Excerpts from a dataset
----

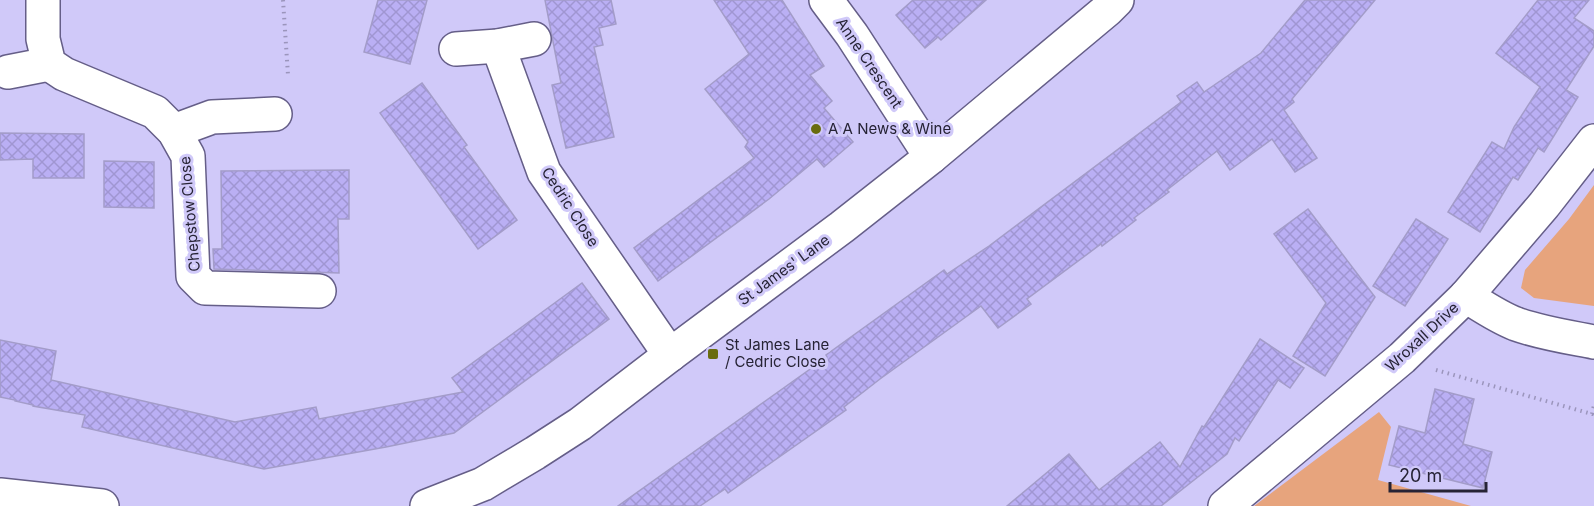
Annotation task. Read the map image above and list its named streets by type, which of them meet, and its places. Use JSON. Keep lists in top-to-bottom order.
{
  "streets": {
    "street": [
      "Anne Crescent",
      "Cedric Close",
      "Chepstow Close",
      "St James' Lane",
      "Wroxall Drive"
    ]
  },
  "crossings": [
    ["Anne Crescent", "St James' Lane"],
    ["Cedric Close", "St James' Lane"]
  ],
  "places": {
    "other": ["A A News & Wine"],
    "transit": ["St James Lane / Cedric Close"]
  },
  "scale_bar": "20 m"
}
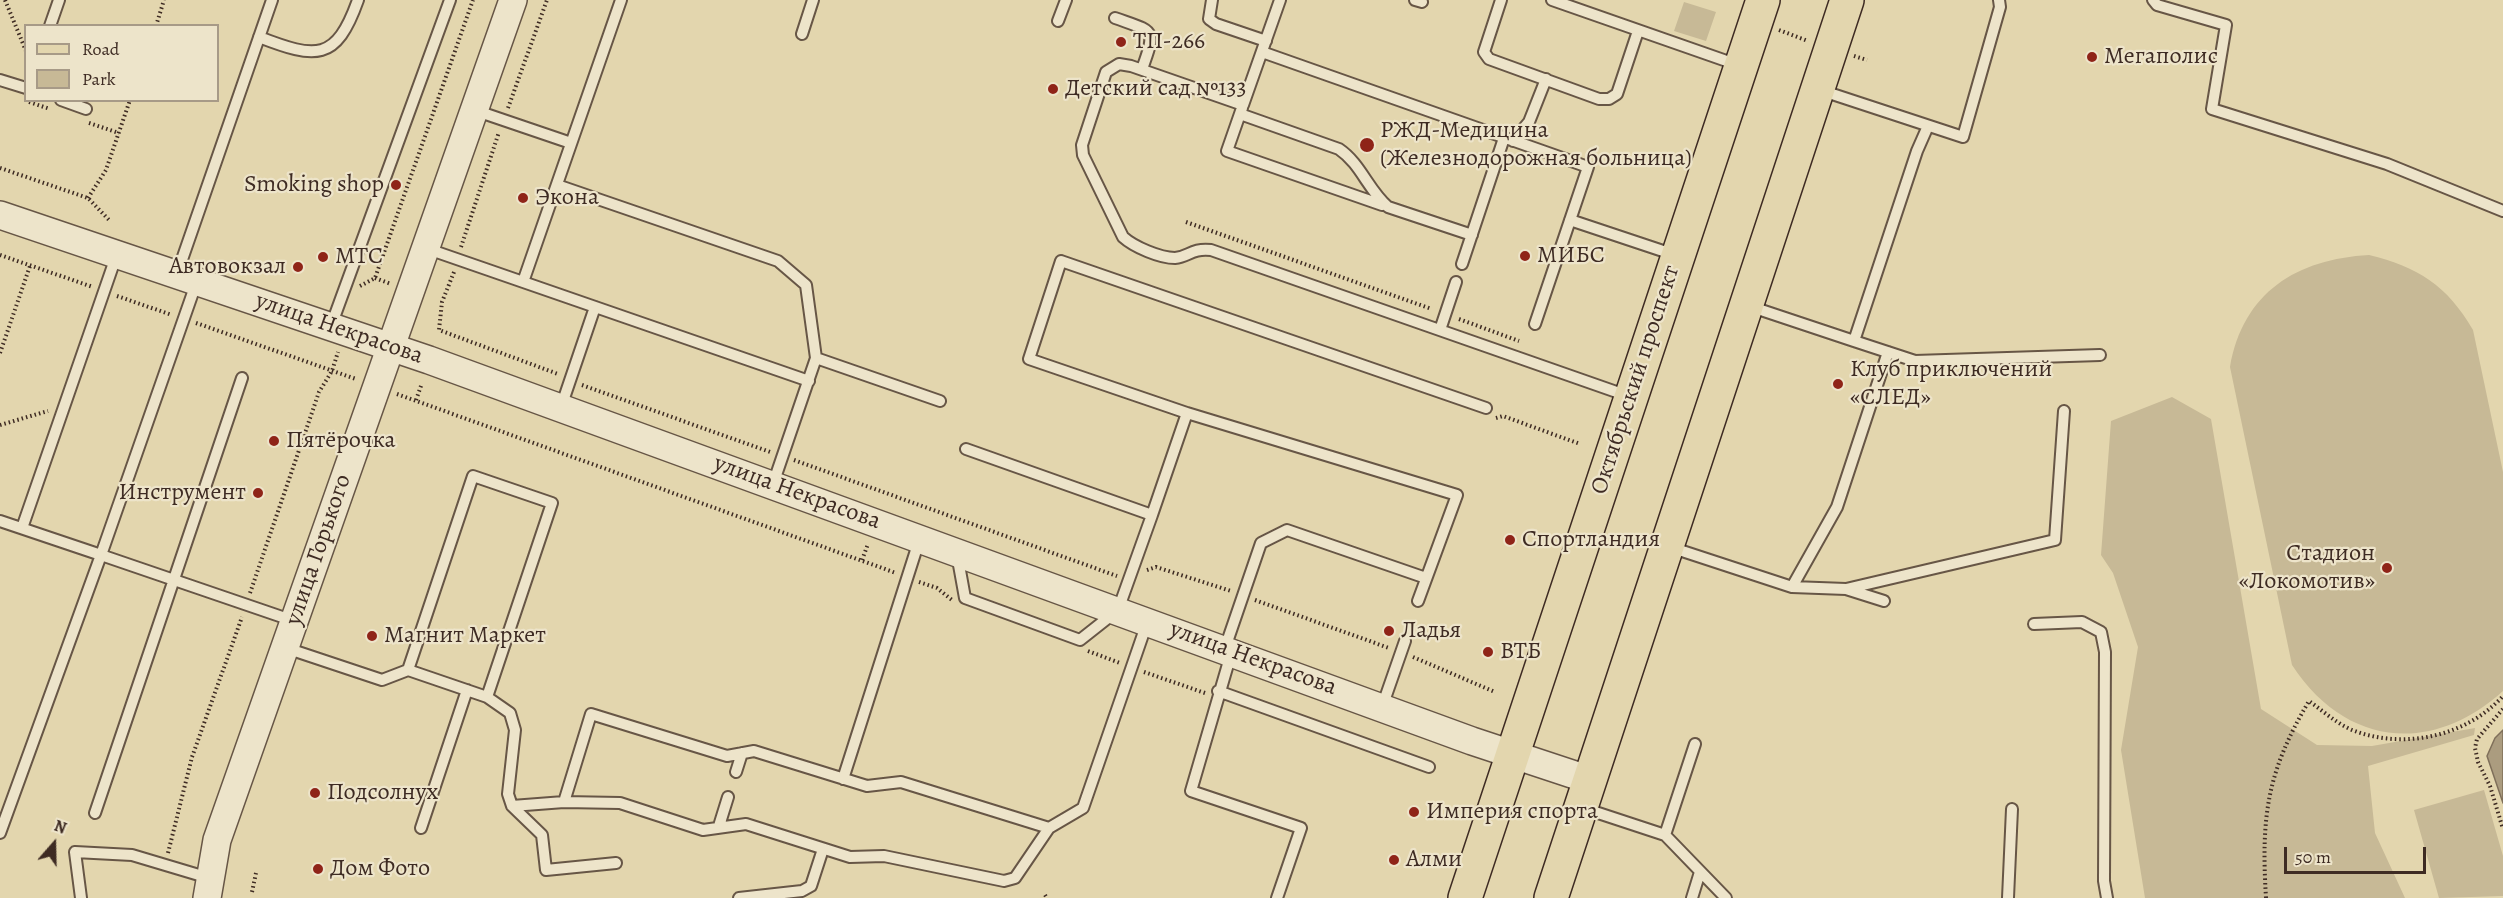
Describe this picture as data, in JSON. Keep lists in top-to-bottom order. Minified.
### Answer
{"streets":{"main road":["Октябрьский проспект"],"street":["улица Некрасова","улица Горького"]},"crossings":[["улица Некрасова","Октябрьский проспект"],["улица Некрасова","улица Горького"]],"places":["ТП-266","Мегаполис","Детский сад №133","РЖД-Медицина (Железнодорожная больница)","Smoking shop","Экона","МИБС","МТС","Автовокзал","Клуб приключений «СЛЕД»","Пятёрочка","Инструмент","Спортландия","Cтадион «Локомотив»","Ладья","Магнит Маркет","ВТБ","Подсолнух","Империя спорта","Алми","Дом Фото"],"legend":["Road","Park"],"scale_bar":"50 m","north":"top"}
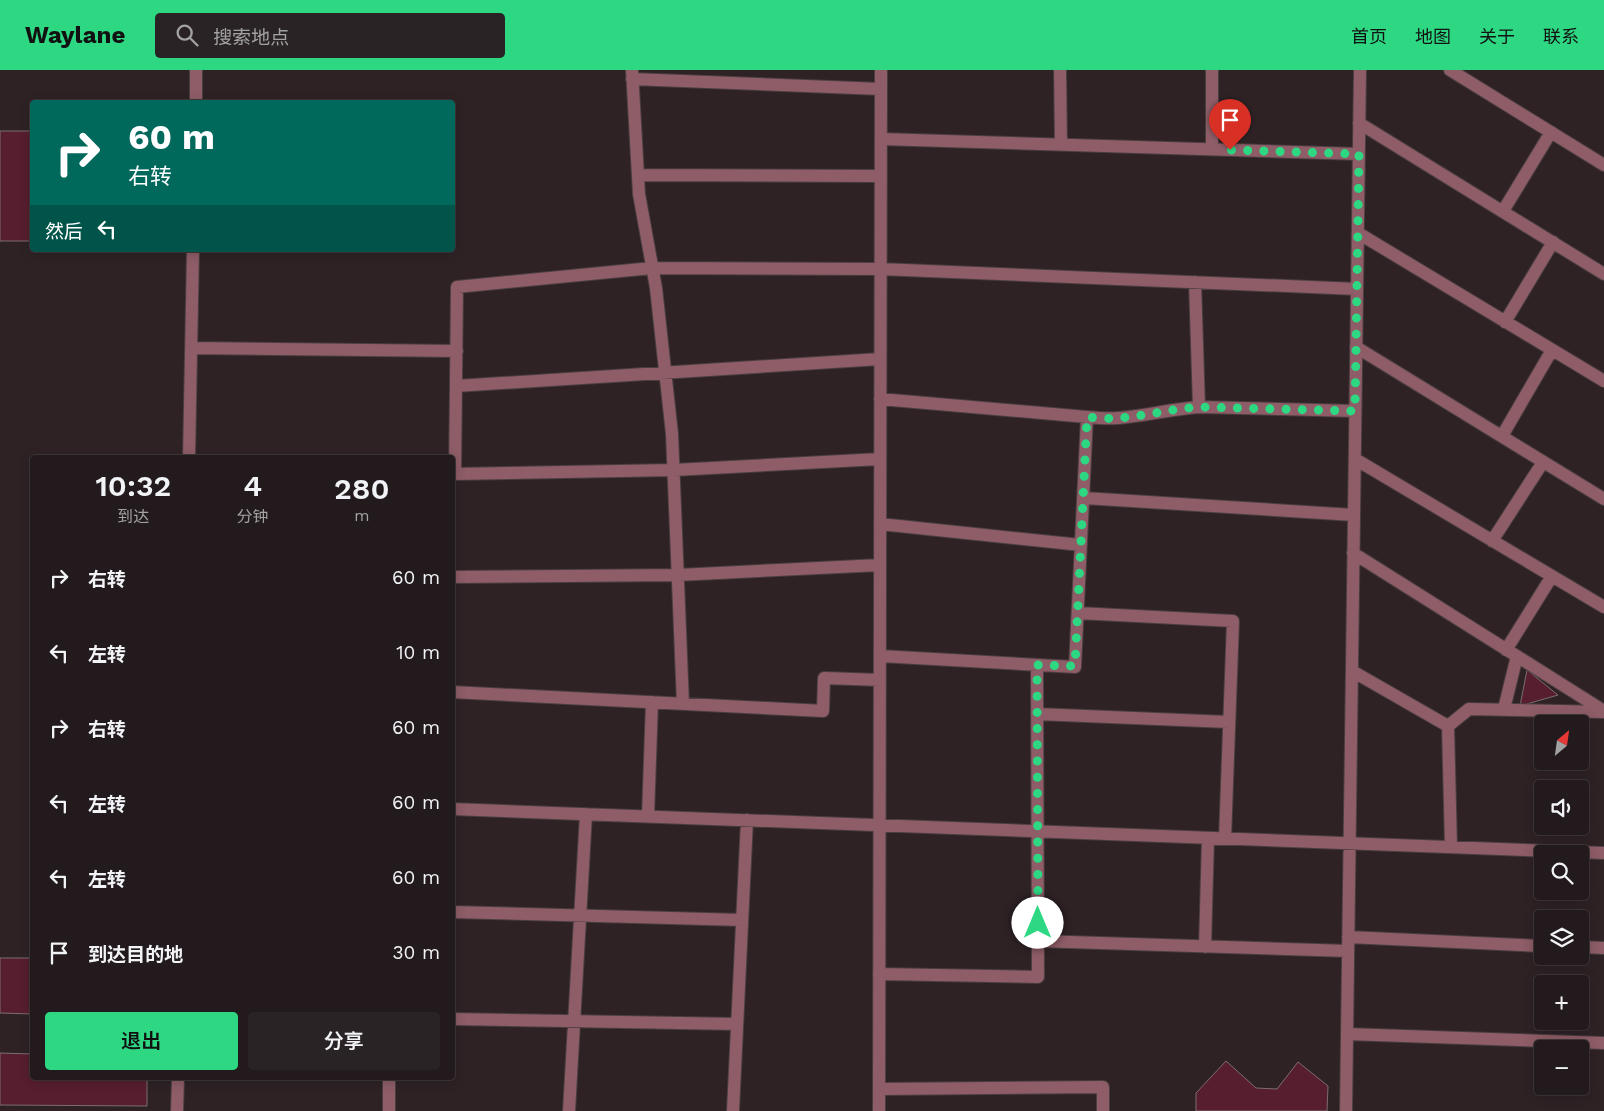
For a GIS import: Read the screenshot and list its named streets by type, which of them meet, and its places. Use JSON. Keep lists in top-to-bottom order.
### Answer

----

▸ AIM OF THE EXERCISE:
Reproduce the data above exactly, leaving out any picture in it.

▸ ANSWER SPACE:
Annotation task. Read the map image above and list its named streets by type, which of them meet, and its places. Use JSON. Keep lists in top-to-bottom order.
{
  "streets": {
    "street": [
      "Anne Crescent",
      "Cedric Close",
      "Chepstow Close",
      "St James' Lane",
      "Wroxall Drive"
    ]
  },
  "crossings": [
    ["Anne Crescent", "St James' Lane"],
    ["Cedric Close", "St James' Lane"]
  ],
  "places": {
    "other": ["A A News & Wine"],
    "transit": ["St James Lane / Cedric Close"]
  },
  "scale_bar": "20 m"
}
Describe this picture as data, in JSON. Keep lists in top-to-bottom order. Minified.
### Answer
{"streets":{"main road":["Октябрьский проспект"],"street":["улица Некрасова","улица Горького"]},"crossings":[["улица Некрасова","Октябрьский проспект"],["улица Некрасова","улица Горького"]],"places":["ТП-266","Мегаполис","Детский сад №133","РЖД-Медицина (Железнодорожная больница)","Smoking shop","Экона","МИБС","МТС","Автовокзал","Клуб приключений «СЛЕД»","Пятёрочка","Инструмент","Спортландия","Cтадион «Локомотив»","Ладья","Магнит Маркет","ВТБ","Подсолнух","Империя спорта","Алми","Дом Фото"],"legend":["Road","Park"],"scale_bar":"50 m","north":"top"}
For a GIS import: Read the screenshot and list its named streets by type, which of them meet, and its places. Use JSON. Keep lists in top-to-bottom order.
### Answer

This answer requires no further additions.